I am using the MelSpectrogram, which is just using Spectrogram under the hood, from torchaudio. I am also using a Conformer from torchaudio. When I put the results of the spectrogram transform into the Conformer, it appears that I need to transpose it. Is that right?
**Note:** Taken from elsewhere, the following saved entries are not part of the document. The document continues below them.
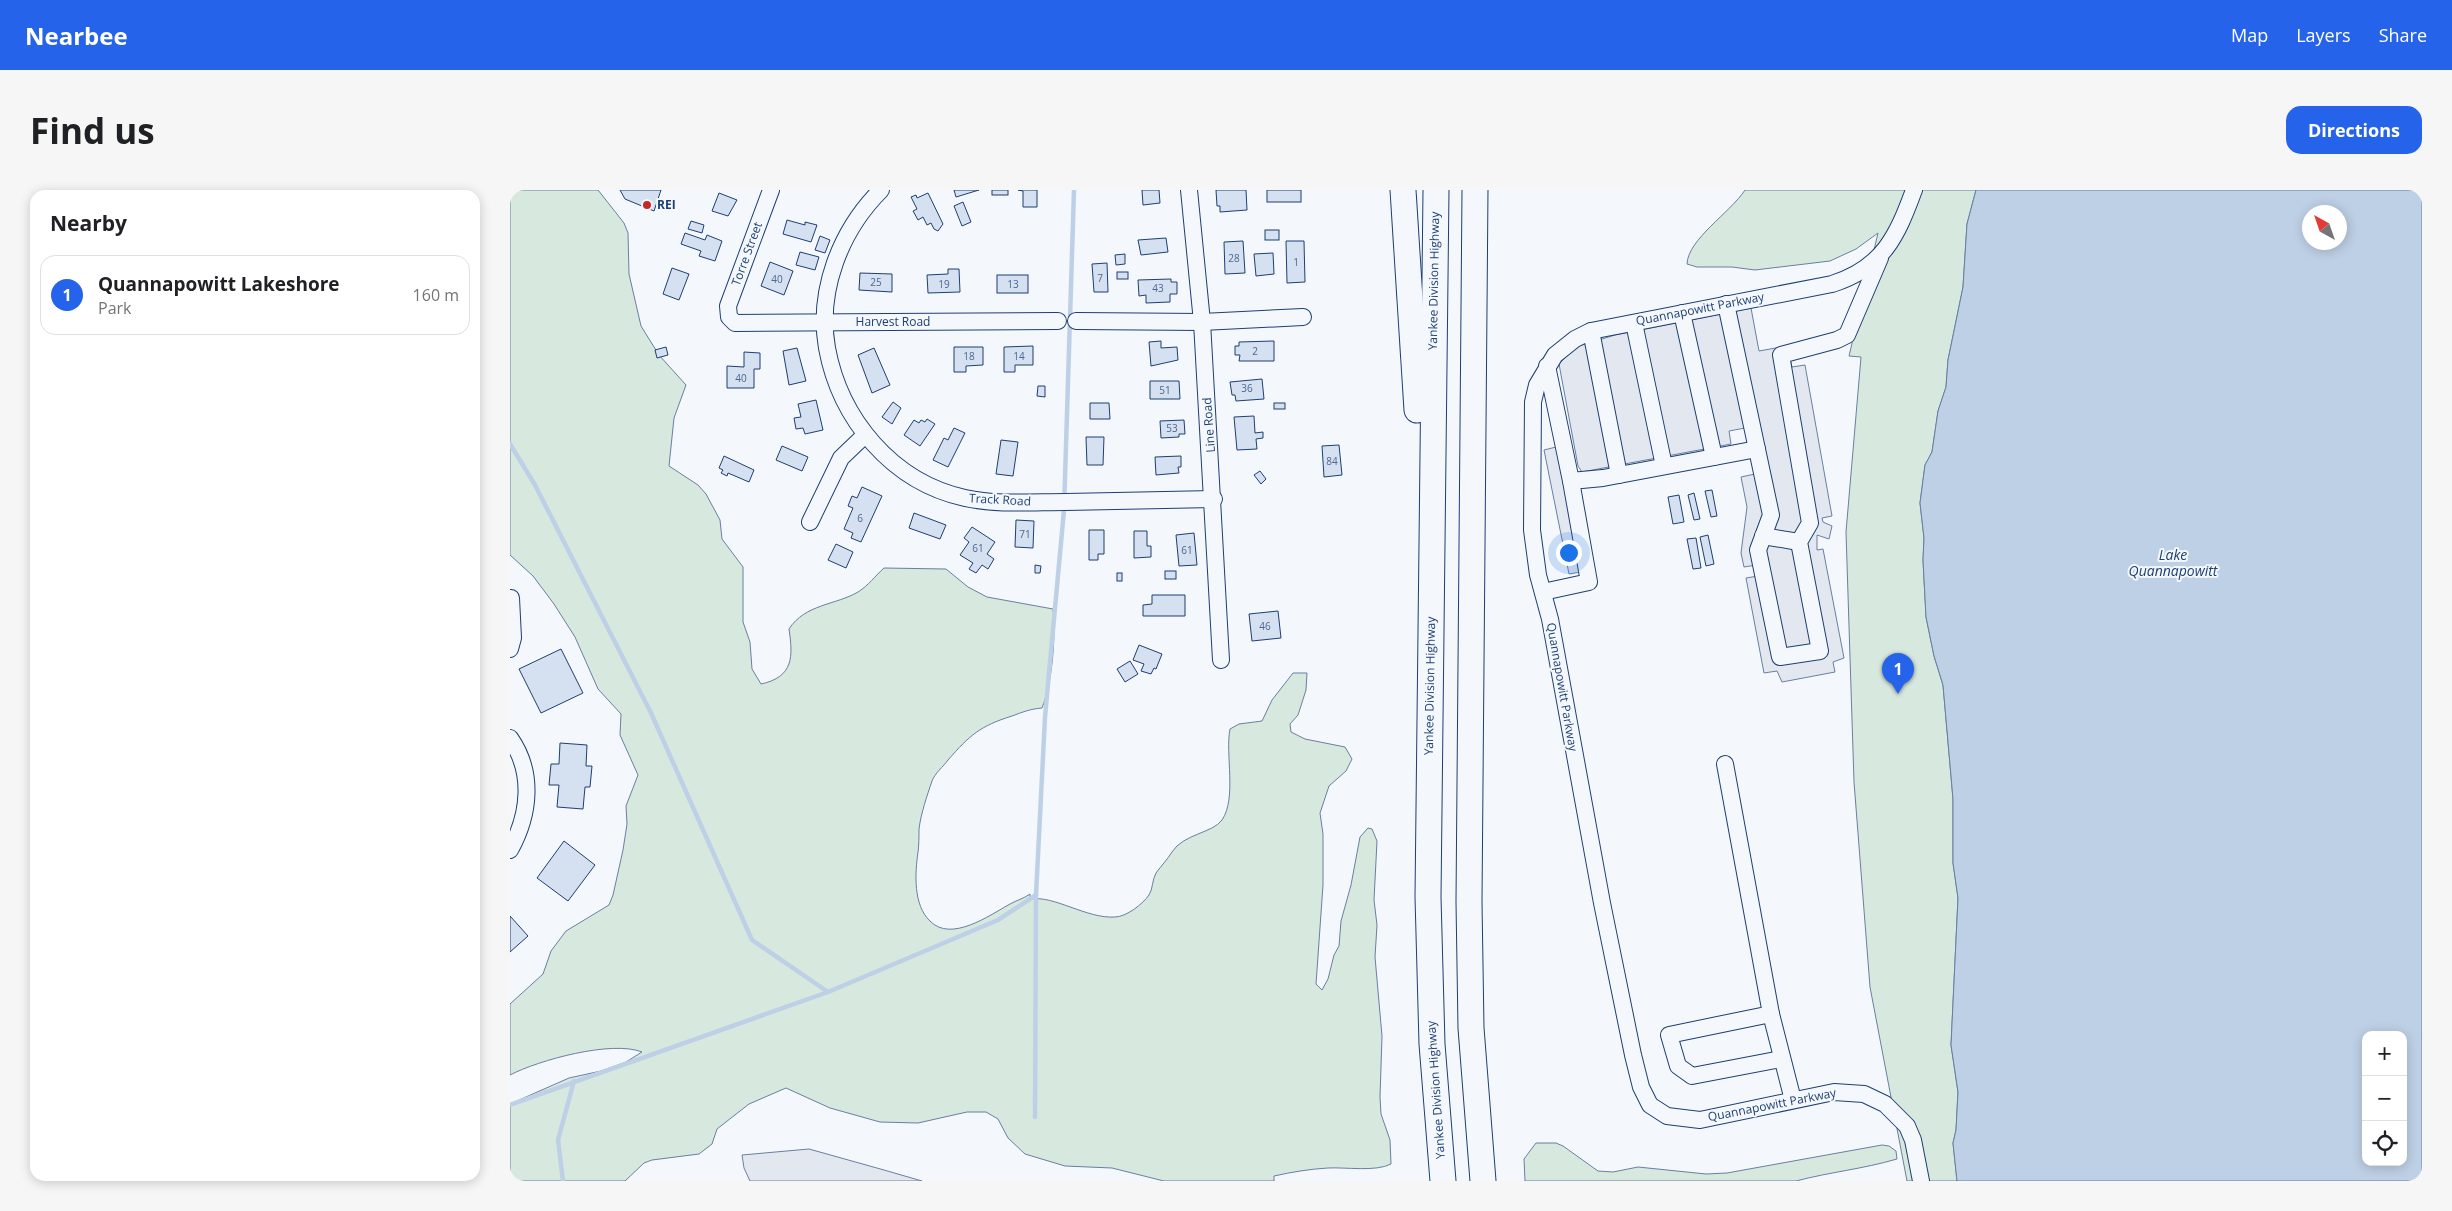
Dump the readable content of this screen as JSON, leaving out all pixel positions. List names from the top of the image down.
{
  "streets": {
    "highway": ["Yankee Division Highway"],
    "street": [
      "Torre Street",
      "Quannapowitt Parkway",
      "Harvest Road",
      "Line Road",
      "Track Road"
    ]
  },
  "crossings": [
    ["Torre Street", "Harvest Road"],
    ["Harvest Road", "Track Road"],
    ["Line Road", "Track Road"]
  ],
  "water": ["Lake Quannapowitt"],
  "places": ["REI"],
  "house_numbers": [
    "28",
    "1",
    "7",
    "40",
    "25",
    "19",
    "13",
    "43",
    "2",
    "18",
    "14",
    "40",
    "36",
    "51",
    "53",
    "84",
    "6",
    "71",
    "61",
    "61",
    "46"
  ],
  "north": "top left",
  "page": {
    "header": "Nearbee",
    "nav": ["Map", "Layers", "Share"],
    "buttons": "Directions",
    "title": "Find us",
    "heading": "Nearby",
    "list": [
      {
        "mark": "1",
        "name": "Quannapowitt Lakeshore",
        "note": "Park",
        "value": "160 m"
      }
    ],
    "pins": "1",
    "map_buttons": ["+", "−"]
  }
}
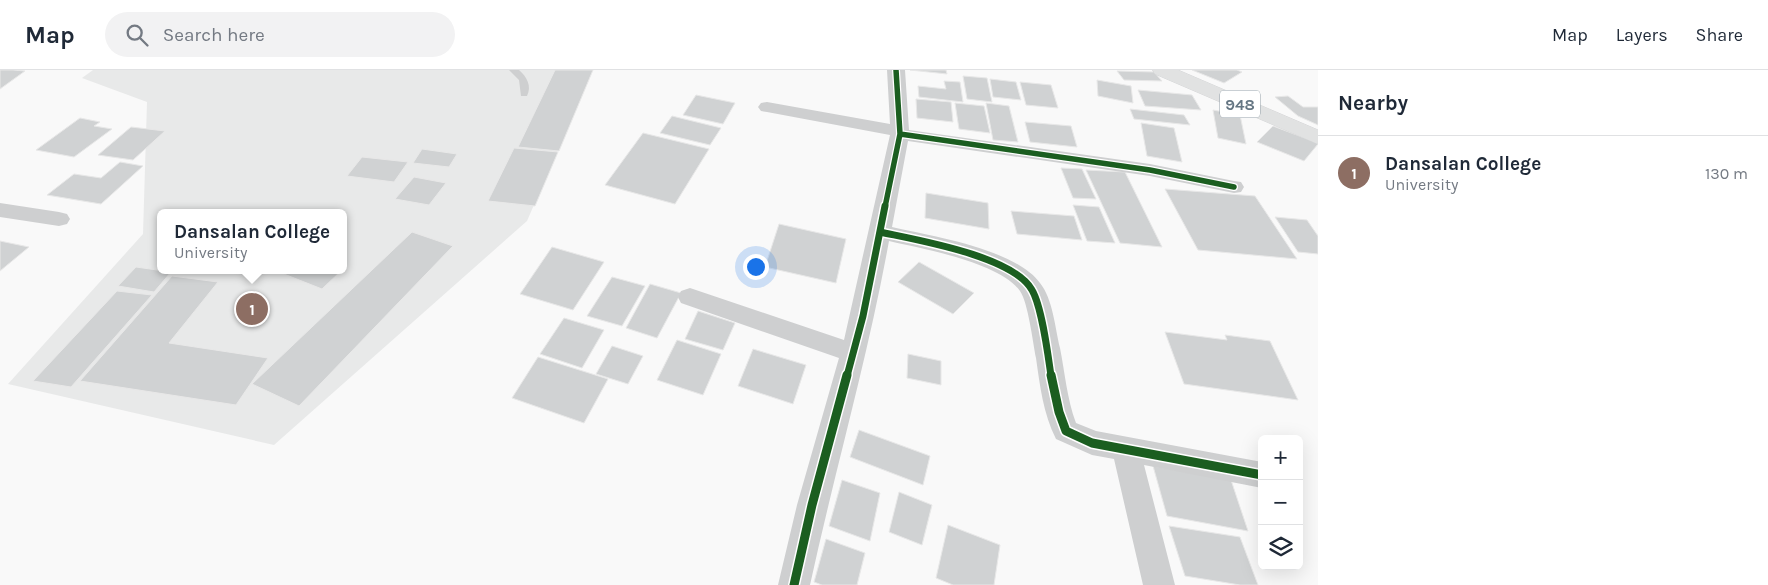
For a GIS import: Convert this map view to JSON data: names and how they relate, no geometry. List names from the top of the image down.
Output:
{
  "streets": {
    "main road": ["948"]
  },
  "page": {
    "header": "Map",
    "search": "Search here",
    "nav": ["Map", "Layers", "Share"],
    "heading": "Nearby",
    "list": [
      {
        "mark": "1",
        "name": "Dansalan College",
        "note": "University",
        "value": "130 m"
      }
    ],
    "popup": ["Dansalan College", "University"],
    "pins": "1",
    "map_buttons": ["+", "−"]
  }
}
I’m surprised if everyone is doing that…
self.transform = torchaudio.transforms.MelSpectrogram(
sample_rate=config.sample_rate,
n_fft=n_fft,
hop_length=hop_length,
n_mels=n_mels
)
self.conformer = torchaudio.models.Conformer(
input_dim=config.input_dim,
num_heads=config.num_heads,
ffn_dim=config.ffn_dim,
num_layers=config.num_layers,
depthwise_conv_kernel_size=config.depthwise_conv_kernel_size,
dropout=config.dropout,
use_group_norm=config.use_group_norm,
convolution_first=config.convolution_first,
)
mel_spectrogram = self.transform(audio)
mel_spectrogram = torch.transpose(mel_spectrogram, 1, 2)
log_mel = torch.log(mel_spectrogram + 1e-9)
bs, length, _ = log_mel.shape
lengths = torch.ones(bs, device=log_mel.device) * length
output, _ = self.conformer(log_mel, lengths)